United States District Court, S.D. Indiana, Indianapolis Division

February 26, 2019

CHARLES A. BROWN, Petitioner,
v.
UNITED STATES OF AMERICA, Respondent.

          ORDER DENYING MOTION FOR RELIEF PURSUANT TO 28 U.S.C. § 2255 AND DENYING CERTIFICATE OF APPEALABILITY

          SARAH EVANS BARKER, JUDGE

         Charles Brown seeks relief from his sentence pursuant to 28 U.S.C. § 2255 arguing that he does not have sufficient prior convictions to support the enhancement of his sentence under the Armed Career Criminal Act (ACCA), 18 U.S.C. § 924(e). For the reasons discussed below, Brown's motion must be denied, and the action dismissed with prejudice. In addition, the Court finds that a certificate of appealability should not issue.

         I. The § 2255 Motion

          A court may grant relief from a federal conviction or sentence pursuant to § 2255 “upon the ground that the sentence was imposed in violation of the Constitution or laws of the United States, or that the court was without jurisdiction to impose such sentence, or that the sentence was in excess of the maximum authorized by law, or is otherwise subject to collateral attack.” 28 U.S.C. § 2255(a). “Relief under this statute is available only in extraordinary situations, such as an error of constitutional or jurisdictional magnitude or where a fundamental defect has occurred which results in a complete miscarriage of justice.” Blake v.
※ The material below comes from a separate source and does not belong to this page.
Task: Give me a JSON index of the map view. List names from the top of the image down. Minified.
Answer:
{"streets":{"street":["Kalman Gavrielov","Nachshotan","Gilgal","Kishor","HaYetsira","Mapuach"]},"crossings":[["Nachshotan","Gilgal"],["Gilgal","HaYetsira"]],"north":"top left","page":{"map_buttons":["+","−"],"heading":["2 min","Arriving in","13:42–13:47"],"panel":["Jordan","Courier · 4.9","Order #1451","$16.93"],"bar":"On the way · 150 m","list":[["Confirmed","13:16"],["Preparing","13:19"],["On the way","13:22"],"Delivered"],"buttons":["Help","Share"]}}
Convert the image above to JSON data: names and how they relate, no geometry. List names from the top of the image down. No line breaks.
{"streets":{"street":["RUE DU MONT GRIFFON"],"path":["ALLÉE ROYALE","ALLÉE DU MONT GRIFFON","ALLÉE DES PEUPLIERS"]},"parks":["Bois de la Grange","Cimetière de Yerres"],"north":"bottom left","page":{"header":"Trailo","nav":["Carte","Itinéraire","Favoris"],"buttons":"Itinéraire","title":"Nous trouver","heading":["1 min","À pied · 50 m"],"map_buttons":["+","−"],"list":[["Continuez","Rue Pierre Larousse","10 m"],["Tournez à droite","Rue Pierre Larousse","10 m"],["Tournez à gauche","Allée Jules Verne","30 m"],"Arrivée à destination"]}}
United States, 723 F.3d 870, 878-79 (7th Cir. 2013) (citing Prewitt v. United States, 83 F.3d 812, 816 (7th Cir. 1996); Barnickel v. United States, 113 F.3d 704, 705 (7th Cir. 1997)).

         II. Factual and Procedural Background

          Brown was found guilty by a jury of one count of being a felon in possession of a firearm, in violation of 18 U.S.C. §§ 922(g)(1) and 924(e). Because Brown had at least three prior convictions that were “crimes of violence” under § 4B1.4 of the United States Sentencing Guidelines, he was considered to be a career offender and his total offense level was 34. Based on a total offense level of 34 and a criminal history category of VI, Brown's guideline range of imprisonment was 262 to 327 months. Presentence Investigation Report “PSR” ¶ 73. Brown's prior criminal history consisted of two convictions for criminal confinement, two Indiana robberies, and one Indiana burglary. PSR at ¶¶ 34-36. Brown was sentenced to 264 months' imprisonment. Brown appealed his conviction and sentence, but the Seventh Circuit affirmed his conviction and sentence. See United States v. Brown, 214 Fed.Appx. 618 (7th Cir. 2007).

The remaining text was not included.